I have a table in my database on SQL Server which holds a file name
that refers to a file that is stored on the server. I would like to
create a trigger to delete this file from the server if the row in the
table is deleted. I have been trying to use this command in a trigger
(<filename> is the name and path of the file):
xp_cmdshell "delete <filename>"
If some one could please help I would appreciate it very much. I
would love a code sample if you have one. Thank you so very much.
From,
Ryan
You can use xp_cmdshell in a trigger, but this may not be the best approach,
especially if there are very frequent deletes. Calling xp_cmdshell is a
relatively slow operation, and everything will be blocked while the trigger
runs.

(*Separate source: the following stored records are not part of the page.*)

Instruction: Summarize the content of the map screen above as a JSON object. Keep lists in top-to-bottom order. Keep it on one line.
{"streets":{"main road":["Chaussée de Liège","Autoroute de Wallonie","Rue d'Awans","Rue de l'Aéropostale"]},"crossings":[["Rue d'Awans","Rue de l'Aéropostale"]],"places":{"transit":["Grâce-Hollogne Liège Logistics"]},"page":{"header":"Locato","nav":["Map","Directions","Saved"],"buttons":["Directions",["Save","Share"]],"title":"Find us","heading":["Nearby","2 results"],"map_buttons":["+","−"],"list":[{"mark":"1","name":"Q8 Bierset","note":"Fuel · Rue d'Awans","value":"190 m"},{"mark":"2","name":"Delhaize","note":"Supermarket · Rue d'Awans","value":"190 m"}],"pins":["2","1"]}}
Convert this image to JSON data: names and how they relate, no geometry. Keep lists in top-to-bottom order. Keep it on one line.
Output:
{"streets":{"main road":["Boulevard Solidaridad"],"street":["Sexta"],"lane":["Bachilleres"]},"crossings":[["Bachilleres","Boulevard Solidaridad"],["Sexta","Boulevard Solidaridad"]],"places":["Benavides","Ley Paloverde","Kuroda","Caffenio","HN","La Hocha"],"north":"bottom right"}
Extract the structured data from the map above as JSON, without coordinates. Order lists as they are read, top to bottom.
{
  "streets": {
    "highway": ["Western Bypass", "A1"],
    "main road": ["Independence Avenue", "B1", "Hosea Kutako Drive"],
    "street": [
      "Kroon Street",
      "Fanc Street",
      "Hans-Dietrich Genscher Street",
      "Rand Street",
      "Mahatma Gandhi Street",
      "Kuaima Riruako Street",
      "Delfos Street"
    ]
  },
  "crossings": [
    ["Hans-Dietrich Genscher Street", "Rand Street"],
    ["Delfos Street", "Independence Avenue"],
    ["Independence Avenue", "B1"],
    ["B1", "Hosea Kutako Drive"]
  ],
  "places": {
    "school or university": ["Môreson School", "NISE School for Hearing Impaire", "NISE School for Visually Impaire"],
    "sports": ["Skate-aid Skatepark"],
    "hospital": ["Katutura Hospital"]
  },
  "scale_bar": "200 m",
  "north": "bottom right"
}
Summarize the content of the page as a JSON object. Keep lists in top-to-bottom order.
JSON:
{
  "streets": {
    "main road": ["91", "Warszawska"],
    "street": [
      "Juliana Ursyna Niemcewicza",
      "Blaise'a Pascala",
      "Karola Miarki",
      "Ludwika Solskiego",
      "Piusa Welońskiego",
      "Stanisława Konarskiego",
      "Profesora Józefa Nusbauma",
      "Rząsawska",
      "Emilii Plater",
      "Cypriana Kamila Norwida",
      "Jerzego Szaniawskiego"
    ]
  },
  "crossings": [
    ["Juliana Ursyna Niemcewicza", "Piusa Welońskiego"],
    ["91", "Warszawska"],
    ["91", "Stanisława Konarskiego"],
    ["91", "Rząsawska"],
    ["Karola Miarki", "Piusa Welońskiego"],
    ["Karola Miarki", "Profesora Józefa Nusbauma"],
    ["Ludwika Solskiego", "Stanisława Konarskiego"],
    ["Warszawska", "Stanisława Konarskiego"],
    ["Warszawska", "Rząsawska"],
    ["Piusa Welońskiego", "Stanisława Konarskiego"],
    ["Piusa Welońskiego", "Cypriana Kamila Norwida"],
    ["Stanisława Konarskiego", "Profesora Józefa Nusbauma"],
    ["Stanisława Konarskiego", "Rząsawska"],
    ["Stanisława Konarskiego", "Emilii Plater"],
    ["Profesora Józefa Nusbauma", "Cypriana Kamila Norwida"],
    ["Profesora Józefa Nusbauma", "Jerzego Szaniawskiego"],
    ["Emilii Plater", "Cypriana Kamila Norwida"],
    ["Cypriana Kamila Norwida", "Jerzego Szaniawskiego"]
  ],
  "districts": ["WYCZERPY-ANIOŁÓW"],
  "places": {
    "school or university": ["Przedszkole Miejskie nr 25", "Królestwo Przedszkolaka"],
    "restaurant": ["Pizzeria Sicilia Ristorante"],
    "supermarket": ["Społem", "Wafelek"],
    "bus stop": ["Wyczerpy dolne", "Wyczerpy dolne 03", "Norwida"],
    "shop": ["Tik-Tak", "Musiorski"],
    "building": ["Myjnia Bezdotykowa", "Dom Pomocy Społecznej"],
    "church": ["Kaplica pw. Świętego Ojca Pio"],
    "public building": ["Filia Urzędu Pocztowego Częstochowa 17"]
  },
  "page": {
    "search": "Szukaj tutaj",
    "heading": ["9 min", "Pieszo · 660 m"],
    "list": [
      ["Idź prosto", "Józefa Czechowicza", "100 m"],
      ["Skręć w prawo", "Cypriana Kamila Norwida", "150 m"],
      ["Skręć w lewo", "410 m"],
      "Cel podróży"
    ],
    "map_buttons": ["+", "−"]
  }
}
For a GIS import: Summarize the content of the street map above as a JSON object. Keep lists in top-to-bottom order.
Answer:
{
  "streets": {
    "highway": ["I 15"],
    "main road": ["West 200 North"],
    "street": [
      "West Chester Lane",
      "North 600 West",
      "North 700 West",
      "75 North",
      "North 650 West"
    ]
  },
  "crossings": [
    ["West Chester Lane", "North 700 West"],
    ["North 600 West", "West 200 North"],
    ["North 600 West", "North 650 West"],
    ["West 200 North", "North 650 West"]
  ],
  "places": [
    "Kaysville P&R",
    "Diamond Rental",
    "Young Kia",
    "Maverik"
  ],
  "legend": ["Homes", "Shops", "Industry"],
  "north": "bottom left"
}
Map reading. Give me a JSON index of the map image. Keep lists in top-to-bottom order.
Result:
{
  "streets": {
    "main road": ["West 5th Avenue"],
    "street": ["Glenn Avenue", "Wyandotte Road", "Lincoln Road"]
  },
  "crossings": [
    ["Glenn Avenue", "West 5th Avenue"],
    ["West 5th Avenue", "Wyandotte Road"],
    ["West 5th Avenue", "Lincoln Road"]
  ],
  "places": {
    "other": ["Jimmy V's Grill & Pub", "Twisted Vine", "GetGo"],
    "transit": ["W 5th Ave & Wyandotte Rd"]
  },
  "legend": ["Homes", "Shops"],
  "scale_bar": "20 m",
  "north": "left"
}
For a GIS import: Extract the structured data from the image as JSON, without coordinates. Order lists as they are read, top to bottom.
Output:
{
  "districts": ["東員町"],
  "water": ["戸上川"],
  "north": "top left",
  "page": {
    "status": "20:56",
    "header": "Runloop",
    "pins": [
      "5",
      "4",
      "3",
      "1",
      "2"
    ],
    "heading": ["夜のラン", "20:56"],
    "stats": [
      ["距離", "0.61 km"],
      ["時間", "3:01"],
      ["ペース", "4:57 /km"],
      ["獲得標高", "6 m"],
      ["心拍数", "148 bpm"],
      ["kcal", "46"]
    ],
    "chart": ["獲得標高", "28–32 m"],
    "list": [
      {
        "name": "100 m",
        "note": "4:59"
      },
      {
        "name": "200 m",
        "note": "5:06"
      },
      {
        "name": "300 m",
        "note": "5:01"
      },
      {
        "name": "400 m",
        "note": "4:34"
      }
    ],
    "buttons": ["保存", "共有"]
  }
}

Also, if there are any problems executing xp_cmdshell, such as a
timeout on a network drive, or a slow file delete, then there may be a
significant impact on your main table. Finally, if someone deletes 20 rows
in a single delete statement, you will have to iterate through them with a
loop or cursor in your trigger, calling xp_cmdshell for each file name, and
that could really cause performance problems.
A more flexible approach might be to use the trigger to put the file name(s)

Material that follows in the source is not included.